Nicht böse sein - aber bevor du dir einen neuen Fernseher (als Monitorersatz) gönnst solltest du dich ein wenig in die Materie einarbeiten bevor du dir etwas kaufst was sich im Nachhinein - für deinen Anwendungsfall - als Fehlkauf herausstellt.
Denn hoher Kontrast und "geile Farben" sind nicht alles.
Nicht im TV/DVD/BR-Betrieb, noch weniger beim Spielen und schon gar nicht wenn das Teil auch teilweise als "normaler" Monitor für Surfen etc. herhalten soll.


----------



## dagster (22. Juli 2013)

Irgendwie verstehe ich dein Post nicht oder der Post wiederspricht dem was ich bisher gelesen habe.


> Nicht im TV/DVD/BR-Betrieb, noch weniger beim Spielen und schon gar nicht wenn das Teil auch teilweise als "normaler" Monitor für Surfen etc. herhalten soll.


Daraus lese ich das ein Plasma TV nicht fürs TV/DVD/Spiele geeignet ist was wiederrum wiedersprüchlich ist.
Nehmen wir nur mal den http://www.amazon.de/gp/product/B00BMKEQ0W/ref=noref?ie=UTF8&psc=1&s=home-theater
 da wird damit geworben das der sowas alles kann.

Und noch ne kleinigkeit:


> Nicht böse sein - aber bevor du dir einen neuen Fernseher (als Monitorersatz) gönnst solltest du dich ein wenig in die Materie einarbeiten bevor du dir etwas kaufst was sich im Nachhinein - für deinen Anwendungsfall - als Fehlkauf herausstellt.


Gerade deshalb bin ich hier in Kaufberatung weil ich eben hoffe das jemand schon Erfahung hat und diese mit mir teilen kann.


----------



## Eol_Ruin (22. Juli 2013)

Ich meinte das Kontrast und "Farbenprächtigkeit" nicht alles ist.
Ebenso wichtig ist
- Leistungsaufnahme (aktuelle 60" LED-TVs haben meist eine maximale Leistungsaufnahme unter 100W) 
- geringere Spiegelung bei Tageslicht (Plasmas haben zu 99% eine extrem spiegelnde Glasscheibe und spiegeln deswegen extrem)
- geringe Schaltzeiten /Reaktionszeiten

Natürlich "kann" jeder Plasmaschirm auch fürs Gamen/Surfen verwendet werden.
Allerdings sind Plasmas nicht dafür ausgelegt.

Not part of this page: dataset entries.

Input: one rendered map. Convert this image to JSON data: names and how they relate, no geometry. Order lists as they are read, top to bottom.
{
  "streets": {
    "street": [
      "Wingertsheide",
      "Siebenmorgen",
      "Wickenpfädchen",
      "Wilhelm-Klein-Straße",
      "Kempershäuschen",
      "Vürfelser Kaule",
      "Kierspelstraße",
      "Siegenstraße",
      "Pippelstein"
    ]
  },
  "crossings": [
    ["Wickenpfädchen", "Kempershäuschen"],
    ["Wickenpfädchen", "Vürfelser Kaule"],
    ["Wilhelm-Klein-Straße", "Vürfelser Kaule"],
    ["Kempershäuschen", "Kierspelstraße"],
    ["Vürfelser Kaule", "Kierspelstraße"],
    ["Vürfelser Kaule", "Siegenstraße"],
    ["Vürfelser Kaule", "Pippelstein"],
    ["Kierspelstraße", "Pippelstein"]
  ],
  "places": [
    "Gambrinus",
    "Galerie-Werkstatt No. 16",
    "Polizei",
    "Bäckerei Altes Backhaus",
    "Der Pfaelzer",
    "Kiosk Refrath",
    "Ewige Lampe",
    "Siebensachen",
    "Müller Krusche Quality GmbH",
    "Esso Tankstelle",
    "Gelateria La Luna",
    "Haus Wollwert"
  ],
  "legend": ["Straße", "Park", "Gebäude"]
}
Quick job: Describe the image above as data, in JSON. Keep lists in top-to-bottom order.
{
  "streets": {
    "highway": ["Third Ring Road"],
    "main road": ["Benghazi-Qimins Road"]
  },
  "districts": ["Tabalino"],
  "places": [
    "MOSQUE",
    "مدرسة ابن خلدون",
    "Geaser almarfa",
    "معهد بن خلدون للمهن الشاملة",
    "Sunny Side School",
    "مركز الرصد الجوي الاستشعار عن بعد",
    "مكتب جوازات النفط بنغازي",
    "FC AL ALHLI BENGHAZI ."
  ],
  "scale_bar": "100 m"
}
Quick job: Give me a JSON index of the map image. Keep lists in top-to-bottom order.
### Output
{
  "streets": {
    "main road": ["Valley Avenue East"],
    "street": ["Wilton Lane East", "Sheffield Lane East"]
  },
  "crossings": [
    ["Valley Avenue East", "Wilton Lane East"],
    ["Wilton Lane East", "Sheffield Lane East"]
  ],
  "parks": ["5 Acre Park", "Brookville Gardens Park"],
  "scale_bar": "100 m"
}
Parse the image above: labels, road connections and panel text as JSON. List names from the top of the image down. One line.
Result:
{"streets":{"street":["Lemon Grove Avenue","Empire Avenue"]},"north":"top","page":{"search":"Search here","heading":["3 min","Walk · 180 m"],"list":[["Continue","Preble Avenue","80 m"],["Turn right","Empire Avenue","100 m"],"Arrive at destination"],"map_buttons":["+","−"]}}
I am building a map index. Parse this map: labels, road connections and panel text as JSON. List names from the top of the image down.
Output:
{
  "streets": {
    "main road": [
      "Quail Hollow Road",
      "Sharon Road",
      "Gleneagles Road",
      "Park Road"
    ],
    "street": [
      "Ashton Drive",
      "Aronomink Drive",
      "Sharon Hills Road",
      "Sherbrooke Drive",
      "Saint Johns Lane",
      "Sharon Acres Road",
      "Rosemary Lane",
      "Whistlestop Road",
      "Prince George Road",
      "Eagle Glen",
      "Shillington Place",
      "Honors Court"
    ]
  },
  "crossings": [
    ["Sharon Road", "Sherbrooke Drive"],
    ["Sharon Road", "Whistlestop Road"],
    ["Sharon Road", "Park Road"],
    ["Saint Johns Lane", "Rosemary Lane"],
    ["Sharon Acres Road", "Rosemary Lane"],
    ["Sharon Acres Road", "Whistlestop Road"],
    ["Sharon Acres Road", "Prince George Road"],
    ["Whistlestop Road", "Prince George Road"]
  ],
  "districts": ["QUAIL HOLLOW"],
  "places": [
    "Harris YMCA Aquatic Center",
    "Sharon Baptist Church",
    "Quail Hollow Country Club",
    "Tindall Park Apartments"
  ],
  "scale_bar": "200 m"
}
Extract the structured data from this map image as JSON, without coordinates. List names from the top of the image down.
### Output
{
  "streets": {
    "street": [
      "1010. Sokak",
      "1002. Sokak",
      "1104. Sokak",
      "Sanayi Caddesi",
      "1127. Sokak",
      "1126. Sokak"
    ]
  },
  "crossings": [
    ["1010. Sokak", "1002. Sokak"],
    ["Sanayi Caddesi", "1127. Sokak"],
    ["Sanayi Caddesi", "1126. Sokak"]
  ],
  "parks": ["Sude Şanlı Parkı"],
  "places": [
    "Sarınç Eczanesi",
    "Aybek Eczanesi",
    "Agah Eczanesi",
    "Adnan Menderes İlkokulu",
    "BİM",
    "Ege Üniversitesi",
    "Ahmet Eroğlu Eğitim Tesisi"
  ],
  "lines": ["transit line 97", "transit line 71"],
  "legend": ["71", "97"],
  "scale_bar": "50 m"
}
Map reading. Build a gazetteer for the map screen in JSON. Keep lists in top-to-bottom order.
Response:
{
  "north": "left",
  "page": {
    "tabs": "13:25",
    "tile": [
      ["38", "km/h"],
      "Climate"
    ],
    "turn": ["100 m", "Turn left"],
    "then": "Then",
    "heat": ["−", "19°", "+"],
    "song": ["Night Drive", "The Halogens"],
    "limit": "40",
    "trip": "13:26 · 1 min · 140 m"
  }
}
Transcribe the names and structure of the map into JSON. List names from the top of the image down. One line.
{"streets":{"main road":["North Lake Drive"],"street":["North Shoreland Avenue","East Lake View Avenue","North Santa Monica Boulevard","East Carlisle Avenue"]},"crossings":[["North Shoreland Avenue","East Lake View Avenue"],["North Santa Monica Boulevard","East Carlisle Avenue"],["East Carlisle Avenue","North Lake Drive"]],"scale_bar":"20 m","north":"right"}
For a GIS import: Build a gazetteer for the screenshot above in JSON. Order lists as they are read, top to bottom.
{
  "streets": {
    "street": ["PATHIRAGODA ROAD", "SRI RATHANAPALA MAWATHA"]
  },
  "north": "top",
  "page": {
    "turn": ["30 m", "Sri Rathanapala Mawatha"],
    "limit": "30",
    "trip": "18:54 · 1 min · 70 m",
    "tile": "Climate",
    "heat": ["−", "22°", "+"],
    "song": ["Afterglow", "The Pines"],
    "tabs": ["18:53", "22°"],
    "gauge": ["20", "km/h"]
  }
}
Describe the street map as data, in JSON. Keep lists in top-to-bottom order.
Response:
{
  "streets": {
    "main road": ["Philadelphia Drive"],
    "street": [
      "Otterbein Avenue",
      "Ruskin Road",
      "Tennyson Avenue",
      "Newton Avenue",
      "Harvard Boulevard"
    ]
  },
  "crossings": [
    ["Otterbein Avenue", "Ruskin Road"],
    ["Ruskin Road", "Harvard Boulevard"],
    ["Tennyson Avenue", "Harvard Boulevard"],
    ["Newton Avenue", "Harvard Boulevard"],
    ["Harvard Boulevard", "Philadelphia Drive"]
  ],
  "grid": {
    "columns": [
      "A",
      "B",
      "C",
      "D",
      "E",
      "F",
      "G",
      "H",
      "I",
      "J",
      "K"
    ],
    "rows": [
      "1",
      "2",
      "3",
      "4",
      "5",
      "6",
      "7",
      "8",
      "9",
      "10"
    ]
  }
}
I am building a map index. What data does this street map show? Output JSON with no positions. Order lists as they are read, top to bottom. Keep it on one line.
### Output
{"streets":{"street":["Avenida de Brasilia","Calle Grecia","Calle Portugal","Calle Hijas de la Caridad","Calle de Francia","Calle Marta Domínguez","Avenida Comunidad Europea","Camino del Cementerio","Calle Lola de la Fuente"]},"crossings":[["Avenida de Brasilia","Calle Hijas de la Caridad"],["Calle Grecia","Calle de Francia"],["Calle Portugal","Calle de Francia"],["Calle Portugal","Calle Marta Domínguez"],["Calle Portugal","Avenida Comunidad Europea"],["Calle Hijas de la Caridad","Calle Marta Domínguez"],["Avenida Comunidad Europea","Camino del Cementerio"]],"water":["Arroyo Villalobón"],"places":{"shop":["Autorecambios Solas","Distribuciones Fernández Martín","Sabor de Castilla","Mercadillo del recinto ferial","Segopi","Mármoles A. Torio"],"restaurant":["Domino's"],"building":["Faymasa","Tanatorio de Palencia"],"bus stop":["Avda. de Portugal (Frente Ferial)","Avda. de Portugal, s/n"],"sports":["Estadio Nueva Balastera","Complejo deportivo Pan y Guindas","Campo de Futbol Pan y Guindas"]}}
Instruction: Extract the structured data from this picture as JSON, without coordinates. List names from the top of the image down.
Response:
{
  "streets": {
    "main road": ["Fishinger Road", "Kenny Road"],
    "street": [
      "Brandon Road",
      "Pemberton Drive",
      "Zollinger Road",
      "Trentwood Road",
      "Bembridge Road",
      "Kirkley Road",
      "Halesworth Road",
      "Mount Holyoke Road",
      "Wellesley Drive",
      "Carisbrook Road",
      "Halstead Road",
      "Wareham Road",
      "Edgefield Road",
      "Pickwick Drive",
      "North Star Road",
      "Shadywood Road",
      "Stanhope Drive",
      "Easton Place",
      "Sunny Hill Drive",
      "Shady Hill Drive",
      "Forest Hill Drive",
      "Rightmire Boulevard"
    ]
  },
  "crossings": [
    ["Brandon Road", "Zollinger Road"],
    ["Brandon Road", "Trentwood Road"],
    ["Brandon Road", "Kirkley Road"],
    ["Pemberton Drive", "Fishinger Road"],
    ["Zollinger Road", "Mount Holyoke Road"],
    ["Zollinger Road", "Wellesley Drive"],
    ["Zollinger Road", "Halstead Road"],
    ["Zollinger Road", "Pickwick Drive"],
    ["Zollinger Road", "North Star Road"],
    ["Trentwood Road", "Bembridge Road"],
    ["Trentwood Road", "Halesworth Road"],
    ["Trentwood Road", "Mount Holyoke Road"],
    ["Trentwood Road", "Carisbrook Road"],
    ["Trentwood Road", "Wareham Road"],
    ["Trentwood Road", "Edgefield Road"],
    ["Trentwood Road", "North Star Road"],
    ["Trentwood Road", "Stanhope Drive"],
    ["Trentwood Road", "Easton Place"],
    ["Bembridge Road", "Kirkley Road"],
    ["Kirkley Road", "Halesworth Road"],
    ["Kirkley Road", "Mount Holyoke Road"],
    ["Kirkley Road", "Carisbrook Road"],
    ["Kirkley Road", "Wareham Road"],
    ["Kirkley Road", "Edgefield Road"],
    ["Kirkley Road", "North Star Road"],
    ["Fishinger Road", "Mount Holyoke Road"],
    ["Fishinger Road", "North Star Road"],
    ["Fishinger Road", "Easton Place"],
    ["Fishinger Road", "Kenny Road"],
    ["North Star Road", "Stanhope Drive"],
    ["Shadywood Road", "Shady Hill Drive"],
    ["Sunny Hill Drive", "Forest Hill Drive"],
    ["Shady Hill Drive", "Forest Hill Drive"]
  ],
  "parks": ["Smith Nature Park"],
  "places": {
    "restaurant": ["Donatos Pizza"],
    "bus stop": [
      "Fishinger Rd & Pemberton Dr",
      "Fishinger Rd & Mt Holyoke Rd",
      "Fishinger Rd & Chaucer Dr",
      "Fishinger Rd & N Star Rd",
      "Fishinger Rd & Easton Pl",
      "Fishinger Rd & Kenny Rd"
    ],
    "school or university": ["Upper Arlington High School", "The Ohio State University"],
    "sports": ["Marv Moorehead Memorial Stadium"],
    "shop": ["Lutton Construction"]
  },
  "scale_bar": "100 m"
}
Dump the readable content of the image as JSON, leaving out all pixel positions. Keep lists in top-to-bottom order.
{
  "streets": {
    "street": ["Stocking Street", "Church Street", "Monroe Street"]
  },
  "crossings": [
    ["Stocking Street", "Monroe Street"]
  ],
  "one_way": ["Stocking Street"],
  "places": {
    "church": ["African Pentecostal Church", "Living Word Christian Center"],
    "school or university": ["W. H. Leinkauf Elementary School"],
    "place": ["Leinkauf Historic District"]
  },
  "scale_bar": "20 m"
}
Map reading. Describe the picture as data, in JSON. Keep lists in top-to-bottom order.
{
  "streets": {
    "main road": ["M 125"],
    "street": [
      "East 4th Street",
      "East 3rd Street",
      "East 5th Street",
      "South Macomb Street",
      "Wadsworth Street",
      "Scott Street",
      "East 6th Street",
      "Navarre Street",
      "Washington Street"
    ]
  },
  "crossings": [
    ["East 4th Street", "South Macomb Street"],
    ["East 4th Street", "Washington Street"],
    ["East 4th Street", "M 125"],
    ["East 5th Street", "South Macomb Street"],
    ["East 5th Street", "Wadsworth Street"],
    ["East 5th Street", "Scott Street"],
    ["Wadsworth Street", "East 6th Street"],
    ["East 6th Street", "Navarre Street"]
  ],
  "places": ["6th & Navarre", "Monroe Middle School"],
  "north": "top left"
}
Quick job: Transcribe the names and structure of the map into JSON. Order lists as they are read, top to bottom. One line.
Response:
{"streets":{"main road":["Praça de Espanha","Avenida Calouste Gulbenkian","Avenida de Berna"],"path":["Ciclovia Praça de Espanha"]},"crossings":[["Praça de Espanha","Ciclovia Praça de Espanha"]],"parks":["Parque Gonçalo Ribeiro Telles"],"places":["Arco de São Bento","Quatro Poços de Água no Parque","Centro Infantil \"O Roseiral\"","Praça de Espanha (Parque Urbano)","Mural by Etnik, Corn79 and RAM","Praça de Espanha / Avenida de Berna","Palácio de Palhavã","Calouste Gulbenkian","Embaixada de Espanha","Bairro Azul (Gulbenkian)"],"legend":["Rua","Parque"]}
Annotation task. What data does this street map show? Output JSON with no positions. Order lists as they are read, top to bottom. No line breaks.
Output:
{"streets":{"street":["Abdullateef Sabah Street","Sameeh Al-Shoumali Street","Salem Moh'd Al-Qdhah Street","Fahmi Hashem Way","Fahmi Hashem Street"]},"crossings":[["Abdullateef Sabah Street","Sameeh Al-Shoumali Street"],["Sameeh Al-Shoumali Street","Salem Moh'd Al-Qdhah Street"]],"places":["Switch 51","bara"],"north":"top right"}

Nun zu dem von dir verlinkten Plasma-Schirm:
- Wie groß ist das Zimmer in dem der TV stehen soll? Denn 60" sind schon extrem groß
- Wie weit sitzt du beim Spielen davon weg?
- Was willst du spielen?
- Verwendest du den TV oft tagsüber oder bei seitlichem Lichteinfall?
- Brauchst du den ganzen Schnickschnack wie die SmartTV-Funktion wenn du eh deinen PC anschließen willst?


----------



## dagster (22. Juli 2013)

Jetzt kommen wir der sache näher Danke 
Der Verlinkte ist ein Beispiel hab den einen grad nicht gefunden wo geworben wird mit surfen etc.
Ich denke ich bin ein einzel Fall denn wie du oben geschrieben hast "Geile Farben" schöner kontrast etc ist nicht alles. Das mag für 99% der user hier stimmen für mich nicht. Für mich ist Grafik das wichtigste, das Spiel kann echt 0815 töte den und den bliblablu sein  kann von allen "Gaming" zeitschriften mit  benotung 6 sein mir egal, wenn die Grafik Boomt spiele ich es. Um es klar zu sagen ich wäre sogar bereit 2000€ hinzulegen wenn mir dafür ein erst klassiger TV hingestellt wird der einfach nur gestochen scharfe bilder Liefert und eben eine Qualität worin man sich verlieren kann.

So nur um das geklärt zu haben, darum hab ich das hier gemacht ich suche den 1% darum hab ich den Thread hier in Beratung aufgemacht ich suche nicht irgendt ein Plasma sondern den der mir das Ermöglicht.

N Kumpel von mir hat nen änlich großen glaub er hat nen 129cm Plasma und wenn der damit PS3 spielt dann fällt mir die kinlade runter so geil sieht das aus.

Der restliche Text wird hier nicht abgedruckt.